▶ Brief: The answer must be every line below that contains the string "Summarize".

[Collected data]
....................

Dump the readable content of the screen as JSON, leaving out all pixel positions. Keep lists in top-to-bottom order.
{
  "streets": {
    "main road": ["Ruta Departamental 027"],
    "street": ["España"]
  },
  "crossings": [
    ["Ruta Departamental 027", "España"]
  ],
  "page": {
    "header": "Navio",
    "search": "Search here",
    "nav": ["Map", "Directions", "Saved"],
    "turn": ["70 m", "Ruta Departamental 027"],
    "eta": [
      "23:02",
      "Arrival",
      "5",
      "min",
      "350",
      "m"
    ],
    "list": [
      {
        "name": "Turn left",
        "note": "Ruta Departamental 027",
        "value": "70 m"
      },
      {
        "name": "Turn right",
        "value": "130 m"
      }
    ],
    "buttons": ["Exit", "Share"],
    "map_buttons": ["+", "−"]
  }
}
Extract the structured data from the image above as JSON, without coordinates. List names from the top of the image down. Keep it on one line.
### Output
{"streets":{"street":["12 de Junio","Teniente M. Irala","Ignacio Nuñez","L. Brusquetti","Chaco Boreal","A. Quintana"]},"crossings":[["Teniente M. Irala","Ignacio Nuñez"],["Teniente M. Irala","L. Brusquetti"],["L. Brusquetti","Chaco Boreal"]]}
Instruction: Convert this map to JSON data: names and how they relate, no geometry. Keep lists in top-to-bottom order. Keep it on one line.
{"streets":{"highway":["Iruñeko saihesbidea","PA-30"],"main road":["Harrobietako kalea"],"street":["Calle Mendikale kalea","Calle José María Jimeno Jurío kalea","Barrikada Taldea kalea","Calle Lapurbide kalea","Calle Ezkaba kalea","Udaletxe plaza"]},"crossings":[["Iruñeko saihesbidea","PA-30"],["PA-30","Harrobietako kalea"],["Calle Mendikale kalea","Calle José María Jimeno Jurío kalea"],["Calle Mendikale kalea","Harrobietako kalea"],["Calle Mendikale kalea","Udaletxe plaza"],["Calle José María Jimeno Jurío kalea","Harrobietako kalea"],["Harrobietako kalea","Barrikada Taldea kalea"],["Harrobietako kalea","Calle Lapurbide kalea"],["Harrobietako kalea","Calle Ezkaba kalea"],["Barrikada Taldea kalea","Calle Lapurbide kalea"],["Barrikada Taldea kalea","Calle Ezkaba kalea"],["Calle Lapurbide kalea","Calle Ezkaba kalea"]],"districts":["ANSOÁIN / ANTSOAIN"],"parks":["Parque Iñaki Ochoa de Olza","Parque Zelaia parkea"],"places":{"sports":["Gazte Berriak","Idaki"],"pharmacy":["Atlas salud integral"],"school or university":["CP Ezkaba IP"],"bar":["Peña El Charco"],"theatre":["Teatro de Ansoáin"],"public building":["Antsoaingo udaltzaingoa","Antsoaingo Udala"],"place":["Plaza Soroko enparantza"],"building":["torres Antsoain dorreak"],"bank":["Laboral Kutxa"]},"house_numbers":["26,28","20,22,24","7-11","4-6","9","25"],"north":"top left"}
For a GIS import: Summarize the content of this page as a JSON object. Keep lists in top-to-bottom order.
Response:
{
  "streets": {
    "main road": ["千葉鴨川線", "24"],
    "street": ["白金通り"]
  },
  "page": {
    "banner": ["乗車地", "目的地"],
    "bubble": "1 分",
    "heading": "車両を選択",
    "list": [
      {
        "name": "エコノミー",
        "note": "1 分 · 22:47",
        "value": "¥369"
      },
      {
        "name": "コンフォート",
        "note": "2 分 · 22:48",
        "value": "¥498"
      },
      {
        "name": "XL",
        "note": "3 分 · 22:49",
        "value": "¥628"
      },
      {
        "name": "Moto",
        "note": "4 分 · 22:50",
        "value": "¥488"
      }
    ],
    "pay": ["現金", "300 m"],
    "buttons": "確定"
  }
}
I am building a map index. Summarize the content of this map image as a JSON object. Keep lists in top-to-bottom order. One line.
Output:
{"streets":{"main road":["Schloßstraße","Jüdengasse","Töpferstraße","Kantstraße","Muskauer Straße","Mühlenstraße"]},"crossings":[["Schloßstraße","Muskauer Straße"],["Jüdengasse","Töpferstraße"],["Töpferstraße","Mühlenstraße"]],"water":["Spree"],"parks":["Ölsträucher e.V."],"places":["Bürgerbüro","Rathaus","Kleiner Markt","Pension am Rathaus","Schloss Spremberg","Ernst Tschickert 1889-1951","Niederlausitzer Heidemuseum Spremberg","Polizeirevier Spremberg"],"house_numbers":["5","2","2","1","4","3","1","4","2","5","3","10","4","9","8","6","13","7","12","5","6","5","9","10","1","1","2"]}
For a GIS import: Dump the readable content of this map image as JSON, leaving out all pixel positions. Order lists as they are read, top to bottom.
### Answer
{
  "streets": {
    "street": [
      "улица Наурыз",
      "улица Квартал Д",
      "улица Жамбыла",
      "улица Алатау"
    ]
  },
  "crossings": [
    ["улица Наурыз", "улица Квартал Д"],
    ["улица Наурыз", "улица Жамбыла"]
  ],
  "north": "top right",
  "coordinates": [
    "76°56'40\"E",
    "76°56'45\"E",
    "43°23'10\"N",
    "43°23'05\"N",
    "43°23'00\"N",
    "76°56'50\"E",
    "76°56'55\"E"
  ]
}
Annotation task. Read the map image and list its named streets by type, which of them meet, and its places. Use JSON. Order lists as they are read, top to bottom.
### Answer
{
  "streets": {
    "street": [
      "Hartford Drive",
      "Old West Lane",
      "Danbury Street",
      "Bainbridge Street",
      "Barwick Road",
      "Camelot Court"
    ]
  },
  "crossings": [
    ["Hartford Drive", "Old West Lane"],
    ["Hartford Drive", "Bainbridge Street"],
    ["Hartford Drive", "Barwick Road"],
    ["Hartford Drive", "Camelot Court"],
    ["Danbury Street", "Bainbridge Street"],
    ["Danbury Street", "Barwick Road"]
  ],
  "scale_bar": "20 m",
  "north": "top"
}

....................

▶ Response area:
For a GIS import: Summarize the content of this page as a JSON object. Keep lists in top-to-bottom order.
I am building a map index. Summarize the content of this map image as a JSON object. Keep lists in top-to-bottom order. One line.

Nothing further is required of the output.